[[ Data provided open ]]

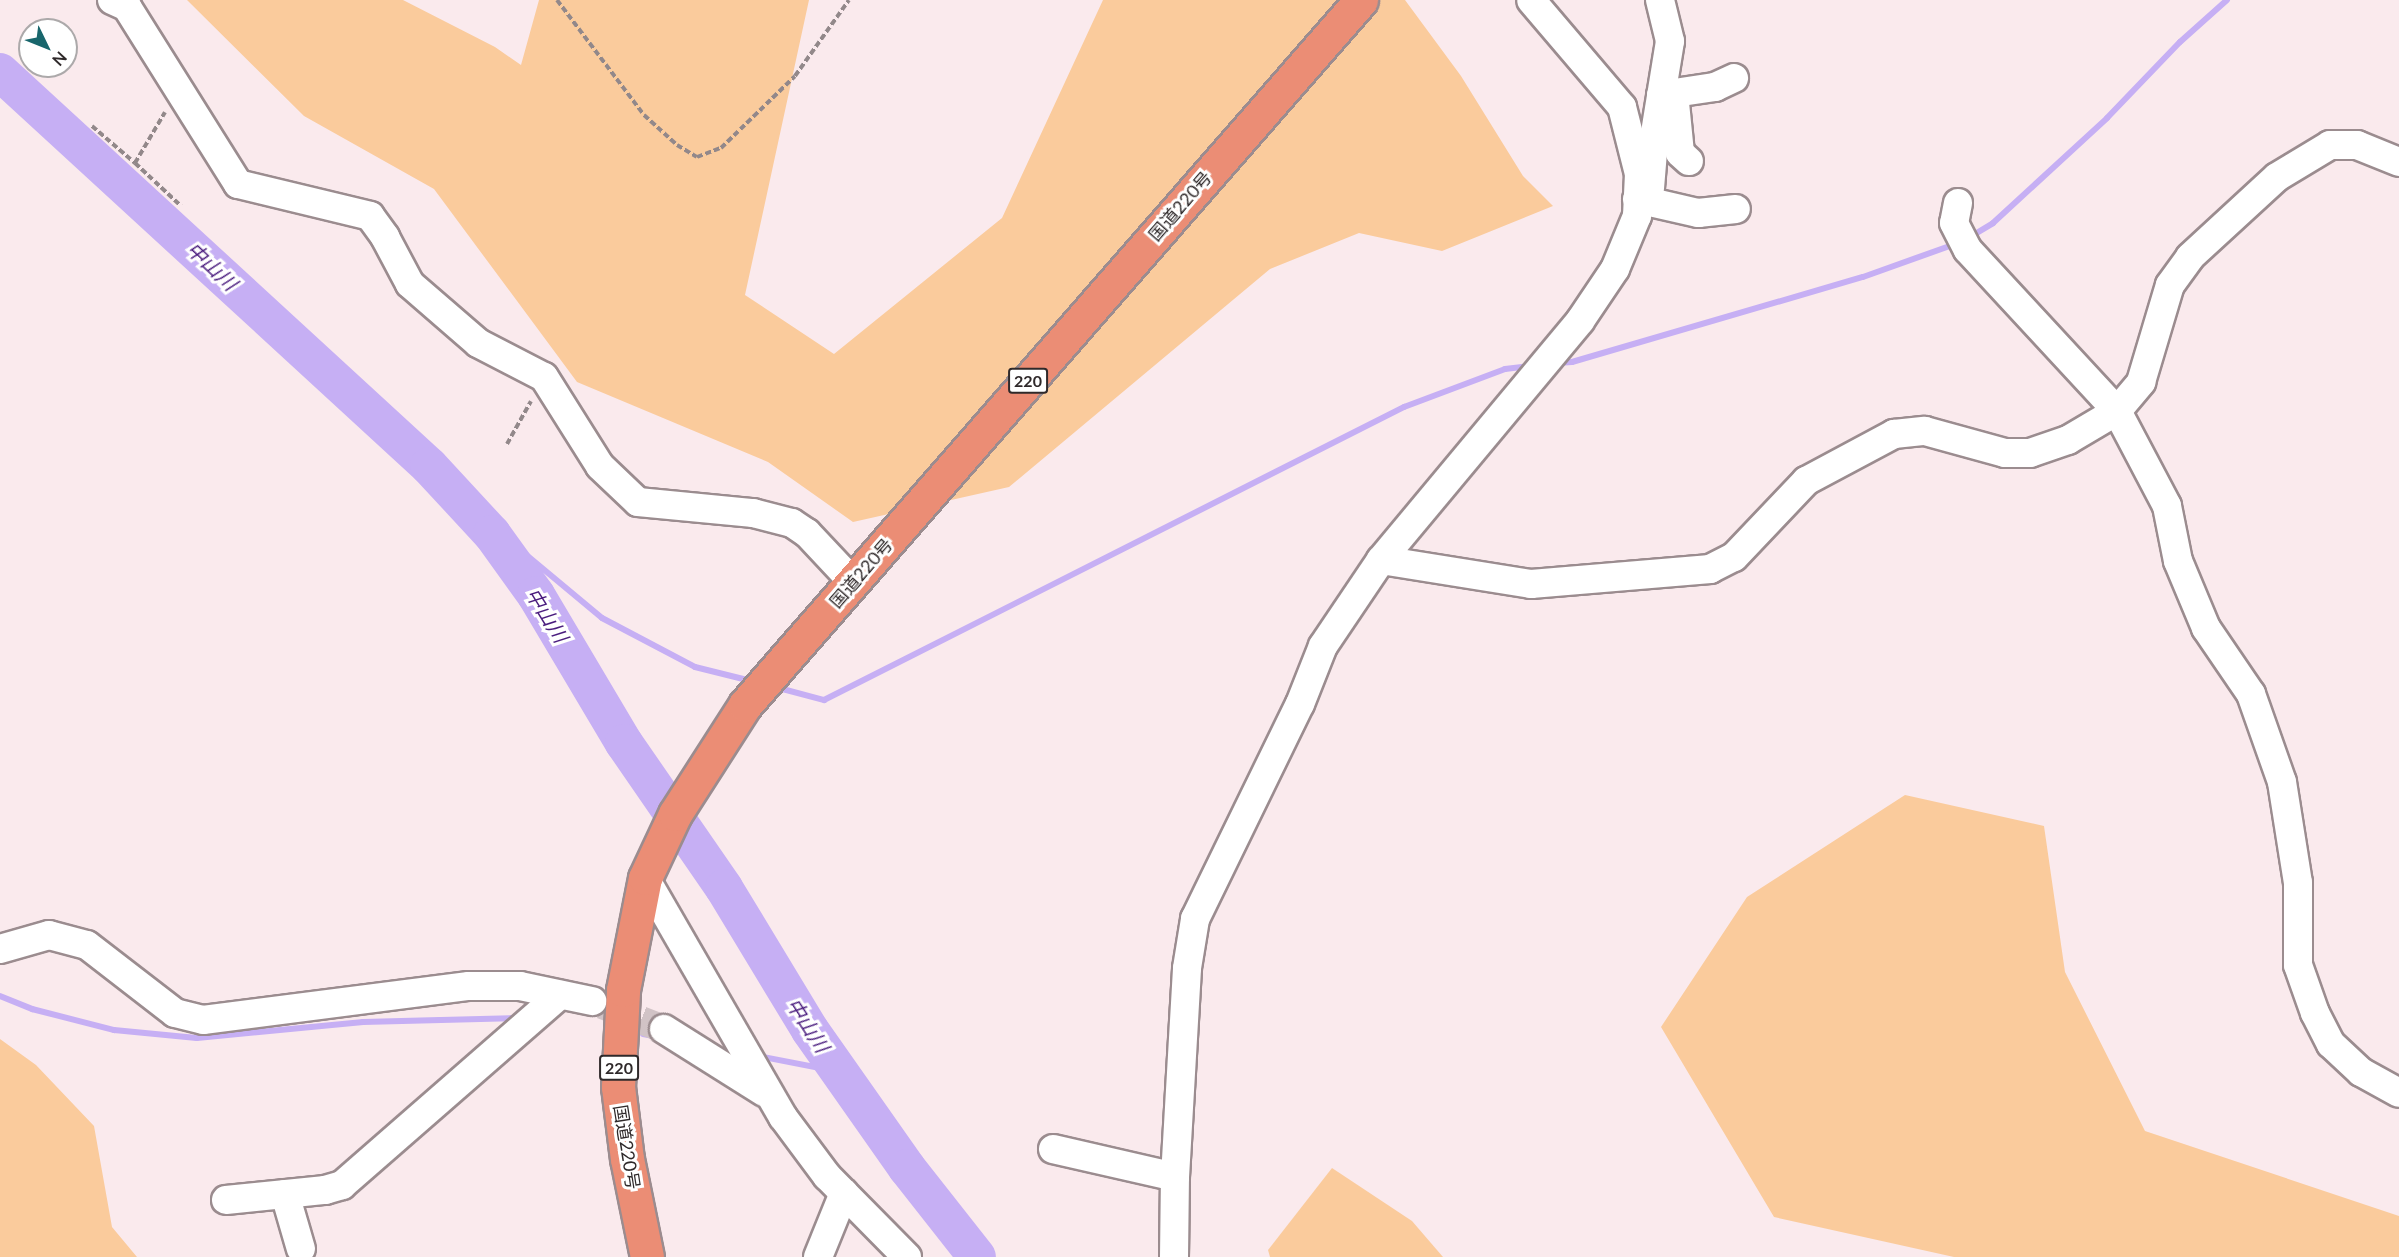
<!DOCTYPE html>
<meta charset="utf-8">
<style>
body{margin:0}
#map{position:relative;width:2399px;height:1257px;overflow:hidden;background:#faeaed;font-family:Lato,"Noto Sans JP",sans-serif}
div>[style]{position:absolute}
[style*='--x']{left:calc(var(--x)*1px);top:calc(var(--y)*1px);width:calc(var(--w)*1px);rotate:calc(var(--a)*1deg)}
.green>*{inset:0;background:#facb9c}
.stream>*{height:6px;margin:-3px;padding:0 3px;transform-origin:3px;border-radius:3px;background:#c6aff4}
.river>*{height:38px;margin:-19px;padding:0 19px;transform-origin:19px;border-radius:19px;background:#c6aff4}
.minor-tunnel>*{height:28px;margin-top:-14px;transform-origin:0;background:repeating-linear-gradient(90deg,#d1c3c6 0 28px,transparent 0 42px)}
.path>*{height:4px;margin-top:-2px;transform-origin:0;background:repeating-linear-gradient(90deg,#92888a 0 6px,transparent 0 9px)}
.roads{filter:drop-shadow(2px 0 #9b8c8f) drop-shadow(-2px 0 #9b8c8f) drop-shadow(0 2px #9b8c8f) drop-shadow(0 -2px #9b8c8f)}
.minor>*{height:28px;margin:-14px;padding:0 14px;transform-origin:14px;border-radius:14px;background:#fff}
.highway>*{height:33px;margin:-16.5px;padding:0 16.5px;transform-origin:16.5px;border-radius:16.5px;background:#eb8d75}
span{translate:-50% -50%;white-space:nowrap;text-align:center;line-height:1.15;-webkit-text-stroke:6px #fff;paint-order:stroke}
.shield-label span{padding:2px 4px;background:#fff;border:2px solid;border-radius:4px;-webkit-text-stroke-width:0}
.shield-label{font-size:16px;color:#2f292a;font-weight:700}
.street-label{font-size:18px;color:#2f292a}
.water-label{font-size:20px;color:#4a1c7e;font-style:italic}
.north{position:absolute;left:18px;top:18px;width:60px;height:60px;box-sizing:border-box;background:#fff;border:2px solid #aca9aa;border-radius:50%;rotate:133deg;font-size:16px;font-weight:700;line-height:24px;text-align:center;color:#2f292a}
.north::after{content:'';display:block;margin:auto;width:21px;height:27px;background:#18666c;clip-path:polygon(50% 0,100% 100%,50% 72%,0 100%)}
</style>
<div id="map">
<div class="green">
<div style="clip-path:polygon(187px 0,403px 0,495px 47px,521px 65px,539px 0,809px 0,745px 295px,834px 354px,1002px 218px,1103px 0,1405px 0,1461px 76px,1523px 176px,1553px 206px,1442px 251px,1359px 233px,1270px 269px,1009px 487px,853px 522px,768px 462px,577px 382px,434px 189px,304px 116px)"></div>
<div style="clip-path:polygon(1905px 795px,2044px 826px,2065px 972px,2145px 1131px,2399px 1216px,2399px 1257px,1954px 1257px,1774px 1217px,1661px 1027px,1747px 897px)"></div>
<div style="clip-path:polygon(0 1039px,36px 1065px,94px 1126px,112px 1227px,137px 1257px,0 1257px)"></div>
<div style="clip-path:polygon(1332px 1168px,1412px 1221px,1443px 1257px,1270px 1257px,1268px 1250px)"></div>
</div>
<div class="stream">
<div style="--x:1970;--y:237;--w:27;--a:-31"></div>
<div style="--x:1993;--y:223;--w:155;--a:-42.6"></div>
<div style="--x:2107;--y:118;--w:105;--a:-46.2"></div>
<div style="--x:2180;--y:42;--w:63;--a:-41.8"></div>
<div style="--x:1557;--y:363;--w:15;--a:-4"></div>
<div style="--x:1572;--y:362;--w:303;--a:-16.3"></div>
<div style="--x:1863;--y:277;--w:98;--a:-19.7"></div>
<div style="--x:492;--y:534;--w:30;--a:28"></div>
<div style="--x:518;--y:548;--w:109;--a:39.8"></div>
<div style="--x:602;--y:618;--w:105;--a:27.8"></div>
<div style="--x:695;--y:667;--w:58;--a:14"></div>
<div style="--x:775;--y:687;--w:51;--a:14.9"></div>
<div style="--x:824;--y:700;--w:650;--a:-26.8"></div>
<div style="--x:1404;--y:407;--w:108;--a:-20.6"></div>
<div style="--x:1505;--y:369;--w:24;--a:-7"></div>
<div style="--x:0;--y:996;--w:35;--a:22"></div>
<div style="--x:32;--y:1009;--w:85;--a:14.4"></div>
<div style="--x:114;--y:1030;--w:83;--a:5.5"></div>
<div style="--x:197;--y:1038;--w:167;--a:-5.5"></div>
<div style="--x:363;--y:1022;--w:155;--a:-1.5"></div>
<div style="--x:643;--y:1034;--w:16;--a:11"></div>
<div style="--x:758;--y:1056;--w:84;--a:11"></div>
</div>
<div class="river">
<div style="--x:0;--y:72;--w:582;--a:42.56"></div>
<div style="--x:429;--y:466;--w:93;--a:47.2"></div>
<div style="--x:492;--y:534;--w:75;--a:54.2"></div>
<div style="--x:536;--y:595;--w:172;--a:59.3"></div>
<div style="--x:624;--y:743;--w:176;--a:55.4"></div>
<div style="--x:724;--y:888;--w:166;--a:58.8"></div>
<div style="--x:810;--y:1030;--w:169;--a:54.9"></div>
<div style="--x:907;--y:1168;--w:113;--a:51.8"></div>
</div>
<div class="minor-tunnel">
<div style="--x:602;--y:1005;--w:66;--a:21.2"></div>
</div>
<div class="path">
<div style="--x:557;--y:0;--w:144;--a:52.9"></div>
<div style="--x:644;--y:115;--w:45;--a:42.3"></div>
<div style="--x:677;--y:145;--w:23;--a:31"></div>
<div style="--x:697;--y:157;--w:26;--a:-21"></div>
<div style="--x:721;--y:148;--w:103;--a:-44.2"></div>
<div style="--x:795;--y:76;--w:93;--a:-54.6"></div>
<div style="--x:92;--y:126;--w:57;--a:40.7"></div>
<div style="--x:135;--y:163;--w:59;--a:-59.5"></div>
<div style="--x:135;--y:163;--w:63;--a:43.1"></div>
<div style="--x:507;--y:444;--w:49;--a:-60.8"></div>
</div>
<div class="roads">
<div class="minor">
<div style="--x:112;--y:0;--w:17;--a:25"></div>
<div style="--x:127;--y:7;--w:209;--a:57.9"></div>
<div style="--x:238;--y:184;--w:136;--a:13.6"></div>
<div style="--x:370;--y:216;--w:26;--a:54"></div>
<div style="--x:385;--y:237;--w:53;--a:62"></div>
<div style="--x:410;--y:284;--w:90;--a:40.9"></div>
<div style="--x:478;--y:343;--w:74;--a:27.3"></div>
<div style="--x:544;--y:377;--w:105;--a:57.8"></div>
<div style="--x:600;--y:466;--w:52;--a:43.5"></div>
<div style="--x:638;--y:502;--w:116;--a:5.5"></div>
<div style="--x:753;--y:513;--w:40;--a:14.4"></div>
<div style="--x:792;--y:523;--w:18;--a:34"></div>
<div style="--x:807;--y:533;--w:67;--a:46.8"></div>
<div style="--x:1674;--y:93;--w:60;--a:84.3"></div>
<div style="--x:1680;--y:153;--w:12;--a:42"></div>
<div style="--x:1661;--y:95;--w:55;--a:-8.4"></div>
<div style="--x:1715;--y:87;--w:21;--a:-25"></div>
<div style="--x:1650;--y:188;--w:49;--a:-85.3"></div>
<div style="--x:1654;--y:139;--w:99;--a:-80.7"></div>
<div style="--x:1670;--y:41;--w:42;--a:-103.7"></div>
<div style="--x:1637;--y:199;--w:63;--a:12.9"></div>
<div style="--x:1698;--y:213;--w:38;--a:-6"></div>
<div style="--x:1958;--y:203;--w:20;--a:101"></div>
<div style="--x:1954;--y:223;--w:30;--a:63"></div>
<div style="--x:1968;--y:250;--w:219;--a:47.2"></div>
<div style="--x:2117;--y:411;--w:107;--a:62.2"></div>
<div style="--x:2167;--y:506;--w:56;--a:78.7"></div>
<div style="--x:2178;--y:561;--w:73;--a:67.3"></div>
<div style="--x:2206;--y:628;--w:80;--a:55.7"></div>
<div style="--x:2251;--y:694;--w:93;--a:70.6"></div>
<div style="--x:2282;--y:782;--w:102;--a:81"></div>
<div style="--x:2298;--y:883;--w:82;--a:90"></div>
<div style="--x:2298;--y:965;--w:51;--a:70.5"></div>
<div style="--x:2315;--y:1013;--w:35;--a:63"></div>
<div style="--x:2331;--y:1044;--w:41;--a:43"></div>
<div style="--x:2361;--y:1072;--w:43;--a:28.9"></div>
<div style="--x:1381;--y:560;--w:152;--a:9.1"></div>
<div style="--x:1531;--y:584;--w:180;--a:-4.8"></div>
<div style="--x:1710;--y:569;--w:27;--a:-27"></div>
<div style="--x:1734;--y:557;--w:105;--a:-46.5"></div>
<div style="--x:1806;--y:481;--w:100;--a:-28.1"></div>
<div style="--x:1894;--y:434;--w:31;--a:-6"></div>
<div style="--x:1925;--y:431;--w:83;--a:15.4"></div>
<div style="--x:2005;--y:453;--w:25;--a:0"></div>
<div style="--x:2030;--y:453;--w:40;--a:-18.9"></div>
<div style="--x:2068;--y:440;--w:57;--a:-30.6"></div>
<div style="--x:2117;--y:411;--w:38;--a:-50"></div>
<div style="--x:2141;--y:382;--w:101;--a:-73.4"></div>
<div style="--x:2170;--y:285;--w:34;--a:-54"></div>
<div style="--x:2190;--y:257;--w:118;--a:-42.6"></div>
<div style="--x:2277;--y:177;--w:62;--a:-31.1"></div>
<div style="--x:2330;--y:145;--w:27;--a:0"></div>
<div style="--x:2357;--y:145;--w:45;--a:22"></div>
<div style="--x:645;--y:878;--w:276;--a:60"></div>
<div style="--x:783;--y:1117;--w:74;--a:53.3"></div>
<div style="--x:827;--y:1176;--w:114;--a:45.4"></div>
<div style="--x:0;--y:949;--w:51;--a:-15.9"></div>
<div style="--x:49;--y:935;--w:39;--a:15"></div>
<div style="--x:87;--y:945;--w:111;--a:37.7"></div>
<div style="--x:175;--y:1013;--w:29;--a:14"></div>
<div style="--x:203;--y:1020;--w:268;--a:-7.3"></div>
<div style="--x:469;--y:986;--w:51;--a:0"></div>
<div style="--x:520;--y:986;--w:74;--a:11.8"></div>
<div style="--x:664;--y:1029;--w:118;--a:32.2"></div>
<div style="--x:1053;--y:1149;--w:125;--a:12.9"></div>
<div style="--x:285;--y:1194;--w:57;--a:73.8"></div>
<div style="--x:226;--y:1200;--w:100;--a:-5.8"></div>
<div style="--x:325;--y:1190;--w:18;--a:-16"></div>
<div style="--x:342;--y:1185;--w:289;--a:-41.1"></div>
<div style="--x:818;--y:1257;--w:69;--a:-67.9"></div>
<div style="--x:1174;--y:1257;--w:80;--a:-89.3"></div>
<div style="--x:1175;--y:1177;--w:209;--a:-86.7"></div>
<div style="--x:1187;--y:968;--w:50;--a:-80.7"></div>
<div style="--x:1195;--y:919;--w:239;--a:-64"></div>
<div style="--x:1300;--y:704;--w:62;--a:-68.4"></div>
<div style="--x:1323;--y:646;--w:104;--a:-56"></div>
<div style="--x:1381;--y:560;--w:311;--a:-50.2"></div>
<div style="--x:1580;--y:321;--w:63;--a:-56.1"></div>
<div style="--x:1615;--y:269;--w:57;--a:-67.5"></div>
<div style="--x:1637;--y:216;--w:42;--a:-87.3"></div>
<div style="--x:1639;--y:174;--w:69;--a:-104.2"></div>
<div style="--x:1622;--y:107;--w:140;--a:-130.4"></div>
</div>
<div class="highway">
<div style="--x:647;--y:1257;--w:100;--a:-101.5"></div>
<div style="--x:627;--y:1159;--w:73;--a:-97.1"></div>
<div style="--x:618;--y:1087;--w:97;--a:-87"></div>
<div style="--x:623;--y:990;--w:114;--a:-78.9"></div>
<div style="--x:645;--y:878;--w:71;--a:-64.9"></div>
<div style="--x:675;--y:814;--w:130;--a:-57.3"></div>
<div style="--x:745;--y:705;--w:936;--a:-48.85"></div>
</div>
</div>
<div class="shield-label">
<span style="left:1028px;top:381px">220</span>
<span style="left:619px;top:1068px">220</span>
</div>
<div class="street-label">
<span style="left:1180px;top:206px;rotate:-49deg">国道220号</span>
<span style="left:861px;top:573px;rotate:-49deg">国道220号</span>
<span style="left:627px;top:1147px;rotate:81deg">国道220号</span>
</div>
<div class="water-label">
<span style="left:212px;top:266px;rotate:43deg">中山川</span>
<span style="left:547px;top:615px;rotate:58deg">中山川</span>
<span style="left:808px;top:1025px;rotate:57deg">中山川</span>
</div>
<div class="north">N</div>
</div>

[[ Data provided closed ]]

Task item ▸ Go back to the entries above and restate word for word every line from the first through the one that contains "0 #9b8c8f) drop-shadow(-2px", leaving the pictures behind.

Response to this task ▸
<!DOCTYPE html>
<meta charset="utf-8">
<style>
body{margin:0}
#map{position:relative;width:2399px;height:1257px;overflow:hidden;background:#faeaed;font-family:Lato,"Noto Sans JP",sans-serif}
div>[style]{position:absolute}
[style*='--x']{left:calc(var(--x)*1px);top:calc(var(--y)*1px);width:calc(var(--w)*1px);rotate:calc(var(--a)*1deg)}
.green>*{inset:0;background:#facb9c}
.stream>*{height:6px;margin:-3px;padding:0 3px;transform-origin:3px;border-radius:3px;background:#c6aff4}
.river>*{height:38px;margin:-19px;padding:0 19px;transform-origin:19px;border-radius:19px;background:#c6aff4}
.minor-tunnel>*{height:28px;margin-top:-14px;transform-origin:0;background:repeating-linear-gradient(90deg,#d1c3c6 0 28px,transparent 0 42px)}
.path>*{height:4px;margin-top:-2px;transform-origin:0;background:repeating-linear-gradient(90deg,#92888a 0 6px,transparent 0 9px)}
.roads{filter:drop-shadow(2px 0 #9b8c8f) drop-shadow(-2px 0 #9b8c8f) drop-shadow(0 2px #9b8c8f) drop-shadow(0 -2px #9b8c8f)}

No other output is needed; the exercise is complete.